Functions in this package implement activities of the linearization process.
Activities are the building blocks that can be combined to build sophisticated linearization systems.
Examples of complete linearization systems can be found in flink.linearize.
Note
Understanding linearization activities
The description of the linearization activities requires some basic understandinf of how the process works and its variants.
For more informations about these topics, please refer to our papers:
Note
Parallel activities
All the activities that can be parallelized implicitly implement parallelization. The parameter controlling the number of CPUs used is consistently named ncpu.
A wrapper around flink.pytk.learn() to learn models with tree or linear kernels.
outdir is a string representing the path to an output directory, and train is a string representing the path of the datafile to be used to train the model.
If num_splits is greater than one, then the training data file train is first partitioned into num_splits parts. The splits are created so as to preserve the positive to negative ratio of the original file. Then, each split (or the original input file train, if num_splits is 1) is used to train a model.

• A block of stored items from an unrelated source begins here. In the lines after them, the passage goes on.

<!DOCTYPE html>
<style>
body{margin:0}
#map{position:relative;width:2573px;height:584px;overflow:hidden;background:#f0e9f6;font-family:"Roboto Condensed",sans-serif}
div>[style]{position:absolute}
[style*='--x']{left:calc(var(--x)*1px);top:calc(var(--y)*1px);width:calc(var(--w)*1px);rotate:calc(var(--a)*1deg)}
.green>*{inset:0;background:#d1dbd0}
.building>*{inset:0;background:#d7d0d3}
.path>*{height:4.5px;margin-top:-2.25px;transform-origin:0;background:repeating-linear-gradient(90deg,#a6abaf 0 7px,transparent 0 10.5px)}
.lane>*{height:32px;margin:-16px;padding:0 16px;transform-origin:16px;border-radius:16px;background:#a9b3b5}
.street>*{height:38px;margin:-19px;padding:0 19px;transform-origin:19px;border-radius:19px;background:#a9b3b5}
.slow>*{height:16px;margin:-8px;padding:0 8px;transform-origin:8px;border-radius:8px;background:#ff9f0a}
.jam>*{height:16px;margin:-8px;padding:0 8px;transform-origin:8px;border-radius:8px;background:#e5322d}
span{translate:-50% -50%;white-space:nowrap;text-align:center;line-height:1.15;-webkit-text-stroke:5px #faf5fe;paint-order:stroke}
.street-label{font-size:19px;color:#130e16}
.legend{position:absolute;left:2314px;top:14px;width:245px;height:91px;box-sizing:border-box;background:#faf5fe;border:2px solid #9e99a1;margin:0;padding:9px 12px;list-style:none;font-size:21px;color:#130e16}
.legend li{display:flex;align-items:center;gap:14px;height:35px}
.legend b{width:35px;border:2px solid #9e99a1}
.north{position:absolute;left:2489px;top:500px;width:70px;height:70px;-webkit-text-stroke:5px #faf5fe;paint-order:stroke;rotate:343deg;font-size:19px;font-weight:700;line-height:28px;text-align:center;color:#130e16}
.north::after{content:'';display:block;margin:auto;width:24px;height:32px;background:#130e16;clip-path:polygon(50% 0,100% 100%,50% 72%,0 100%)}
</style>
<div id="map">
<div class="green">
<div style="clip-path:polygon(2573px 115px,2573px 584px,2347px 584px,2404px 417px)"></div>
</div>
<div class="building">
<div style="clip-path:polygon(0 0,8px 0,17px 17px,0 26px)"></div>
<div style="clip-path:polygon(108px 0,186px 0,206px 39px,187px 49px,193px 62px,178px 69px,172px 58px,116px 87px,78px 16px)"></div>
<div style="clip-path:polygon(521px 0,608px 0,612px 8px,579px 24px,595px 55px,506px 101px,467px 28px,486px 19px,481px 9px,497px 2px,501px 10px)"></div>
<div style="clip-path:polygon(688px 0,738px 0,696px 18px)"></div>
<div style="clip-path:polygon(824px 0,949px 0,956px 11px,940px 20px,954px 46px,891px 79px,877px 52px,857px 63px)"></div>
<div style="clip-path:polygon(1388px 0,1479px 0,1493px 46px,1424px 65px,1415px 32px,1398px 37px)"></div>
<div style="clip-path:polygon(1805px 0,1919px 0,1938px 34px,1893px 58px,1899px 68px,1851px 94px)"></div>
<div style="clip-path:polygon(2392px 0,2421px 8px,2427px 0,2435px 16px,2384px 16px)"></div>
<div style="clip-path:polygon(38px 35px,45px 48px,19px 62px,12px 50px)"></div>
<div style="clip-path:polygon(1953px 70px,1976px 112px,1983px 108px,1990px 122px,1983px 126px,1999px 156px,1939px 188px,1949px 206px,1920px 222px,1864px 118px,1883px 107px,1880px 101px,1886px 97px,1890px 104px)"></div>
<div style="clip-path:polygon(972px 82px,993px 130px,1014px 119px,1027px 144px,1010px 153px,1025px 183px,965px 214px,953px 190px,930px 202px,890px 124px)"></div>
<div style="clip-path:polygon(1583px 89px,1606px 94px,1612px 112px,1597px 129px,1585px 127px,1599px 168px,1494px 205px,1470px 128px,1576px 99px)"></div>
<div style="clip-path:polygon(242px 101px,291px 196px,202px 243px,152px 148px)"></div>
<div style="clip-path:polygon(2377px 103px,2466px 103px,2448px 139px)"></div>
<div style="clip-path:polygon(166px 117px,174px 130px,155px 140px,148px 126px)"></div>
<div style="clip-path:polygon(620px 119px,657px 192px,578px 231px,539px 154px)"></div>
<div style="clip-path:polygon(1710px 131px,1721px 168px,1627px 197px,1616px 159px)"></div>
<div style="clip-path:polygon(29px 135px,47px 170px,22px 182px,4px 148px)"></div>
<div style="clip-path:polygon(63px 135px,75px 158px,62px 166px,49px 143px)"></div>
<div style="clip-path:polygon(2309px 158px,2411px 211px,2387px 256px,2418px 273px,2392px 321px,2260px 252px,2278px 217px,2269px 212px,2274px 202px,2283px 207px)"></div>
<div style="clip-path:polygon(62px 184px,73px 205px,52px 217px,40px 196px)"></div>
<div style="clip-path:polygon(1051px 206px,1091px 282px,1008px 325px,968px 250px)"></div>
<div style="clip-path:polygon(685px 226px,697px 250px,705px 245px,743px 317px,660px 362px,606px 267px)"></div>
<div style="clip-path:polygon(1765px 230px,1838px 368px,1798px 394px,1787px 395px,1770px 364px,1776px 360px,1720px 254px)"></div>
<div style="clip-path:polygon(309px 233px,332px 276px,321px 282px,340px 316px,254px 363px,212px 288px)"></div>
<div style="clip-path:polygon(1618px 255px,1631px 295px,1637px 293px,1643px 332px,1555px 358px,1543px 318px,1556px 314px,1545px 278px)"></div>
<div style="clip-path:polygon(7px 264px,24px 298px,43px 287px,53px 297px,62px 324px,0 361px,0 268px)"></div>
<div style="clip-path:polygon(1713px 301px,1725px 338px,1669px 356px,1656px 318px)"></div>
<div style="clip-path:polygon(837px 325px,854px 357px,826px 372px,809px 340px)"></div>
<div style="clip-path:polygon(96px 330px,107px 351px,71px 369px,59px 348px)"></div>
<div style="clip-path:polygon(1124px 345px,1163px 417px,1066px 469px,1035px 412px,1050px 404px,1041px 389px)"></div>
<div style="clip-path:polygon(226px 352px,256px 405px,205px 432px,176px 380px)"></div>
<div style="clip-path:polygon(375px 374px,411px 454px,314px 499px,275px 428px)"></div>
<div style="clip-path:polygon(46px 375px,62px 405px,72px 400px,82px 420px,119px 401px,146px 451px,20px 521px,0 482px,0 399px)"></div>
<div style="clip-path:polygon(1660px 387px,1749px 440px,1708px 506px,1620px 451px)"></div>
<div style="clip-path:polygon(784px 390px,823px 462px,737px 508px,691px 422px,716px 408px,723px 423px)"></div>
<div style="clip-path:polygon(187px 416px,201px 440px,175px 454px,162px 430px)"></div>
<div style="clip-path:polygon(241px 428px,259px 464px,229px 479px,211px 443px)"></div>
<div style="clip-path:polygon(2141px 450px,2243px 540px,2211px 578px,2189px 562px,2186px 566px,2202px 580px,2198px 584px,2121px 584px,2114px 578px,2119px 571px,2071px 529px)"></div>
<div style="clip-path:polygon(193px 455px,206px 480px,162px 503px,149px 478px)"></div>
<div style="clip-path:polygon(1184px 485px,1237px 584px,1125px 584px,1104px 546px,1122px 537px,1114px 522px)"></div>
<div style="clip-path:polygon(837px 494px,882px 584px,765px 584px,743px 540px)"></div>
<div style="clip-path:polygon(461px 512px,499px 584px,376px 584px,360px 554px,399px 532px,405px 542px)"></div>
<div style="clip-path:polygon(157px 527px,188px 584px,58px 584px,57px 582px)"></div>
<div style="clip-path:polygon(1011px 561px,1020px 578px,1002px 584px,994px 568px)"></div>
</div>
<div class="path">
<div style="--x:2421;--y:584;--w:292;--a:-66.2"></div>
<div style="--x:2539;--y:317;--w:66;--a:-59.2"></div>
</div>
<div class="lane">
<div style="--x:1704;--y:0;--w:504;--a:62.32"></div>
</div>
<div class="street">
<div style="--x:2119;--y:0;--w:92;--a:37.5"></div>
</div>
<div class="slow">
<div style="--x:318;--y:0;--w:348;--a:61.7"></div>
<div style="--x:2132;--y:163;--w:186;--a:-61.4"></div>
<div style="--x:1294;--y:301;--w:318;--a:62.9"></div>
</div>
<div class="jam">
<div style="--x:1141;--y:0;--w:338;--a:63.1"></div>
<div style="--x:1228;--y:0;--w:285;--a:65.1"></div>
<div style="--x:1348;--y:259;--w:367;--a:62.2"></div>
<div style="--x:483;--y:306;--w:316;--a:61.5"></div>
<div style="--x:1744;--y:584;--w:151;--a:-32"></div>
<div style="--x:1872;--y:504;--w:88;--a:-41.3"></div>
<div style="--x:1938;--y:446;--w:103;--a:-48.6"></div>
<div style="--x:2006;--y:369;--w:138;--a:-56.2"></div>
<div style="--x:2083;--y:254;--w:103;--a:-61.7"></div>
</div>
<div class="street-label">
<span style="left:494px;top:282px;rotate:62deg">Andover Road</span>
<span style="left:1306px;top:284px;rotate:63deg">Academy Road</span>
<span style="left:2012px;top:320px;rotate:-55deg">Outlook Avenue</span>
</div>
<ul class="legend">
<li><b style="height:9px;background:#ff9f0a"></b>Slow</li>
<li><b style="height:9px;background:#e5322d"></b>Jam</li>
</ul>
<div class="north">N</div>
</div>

learn_options is a list of keyword-arguments (most importantly, kernel_type and cost_factor) which are forwarded to flink.pytk.get_learn_parameters() to set learning options. See flink.pytk.get_learn_parameters() for the list of available options.
For each split <s>, the following files are created in the outdir directory:
By default, the function returns the path of the newly learned model. If num_splits is greater than 1, then the function returns the list of the paths of the models learned.
If get_etime is True, then the function returns a pair in which:
So, for example, if num_splits equals 2 and get_etime is True, the function would return a composite reult in the form:
([path_to_first_model, path_to_second_model], elapsed_time)
Classify the file datafile using the model model.
If ncpu is greater than 1, then datafile is split in ncpu chunks which are classified in parallel. The predictions are then recombined in the proper order.
If predictions is not None, then classifier decisions are stored at that path. Otherwise, if outdir is not None, then classifier decisions are stored in:
join(outdir, basename(infile) + ".pred")
Finally, if both predictions and outdir are None, then classifier decisisions are saved in:
infile + ".pred"
The function returns the path to the output predictions file. If get_etime is True, then it returns a pair whose first element is the path to the prediction file, and the second is elapsed classification time.
Mine relevant fragments from one or more models with the greedy mining algorithm.
If models is the path to a model, then flink.pytk.miners.greedy_miner() is used to mine the most relevant fragments and store them in a dictionary. After mining, the dictionary can be used to project tree-like data onto a linear space where only the most relevant fragments are accounted for.
The output dictionary will be created in:
out_dict_path = join(outdir, "dictionary.dict")
If models is a list of paths, then the same process is applied to each model in the list, and the dictionaries obtained from each model are combined into a unique dictionary.
threshold and min_frequency are parameters of the mining algorithm. threshold is used to calculate the minimum relevance of a fragment to be included in the dictionary, according to the formula:
min_relevance = max_base_frag_relevance / threshold
where max_base_frag_relevance is the relevance of the heaviest of the base fragments encoded in a model. For the definition of what a base fragment in and for more details on the mining algorithm, please refer to this paper.
ncpu is the maximum number of processing units to employ (though the actual maximum degree of parallelization is bounded by the cardinality of models).
If get_etime is True, the function returns a pair (dict, elapsed), where the first element is the path to the output dictionary, and the second element is elapsed cpu time.
Linearize a TK file, i.e. project the examples in the file onto a lower dimensional space where only relevant fragments are accounted for.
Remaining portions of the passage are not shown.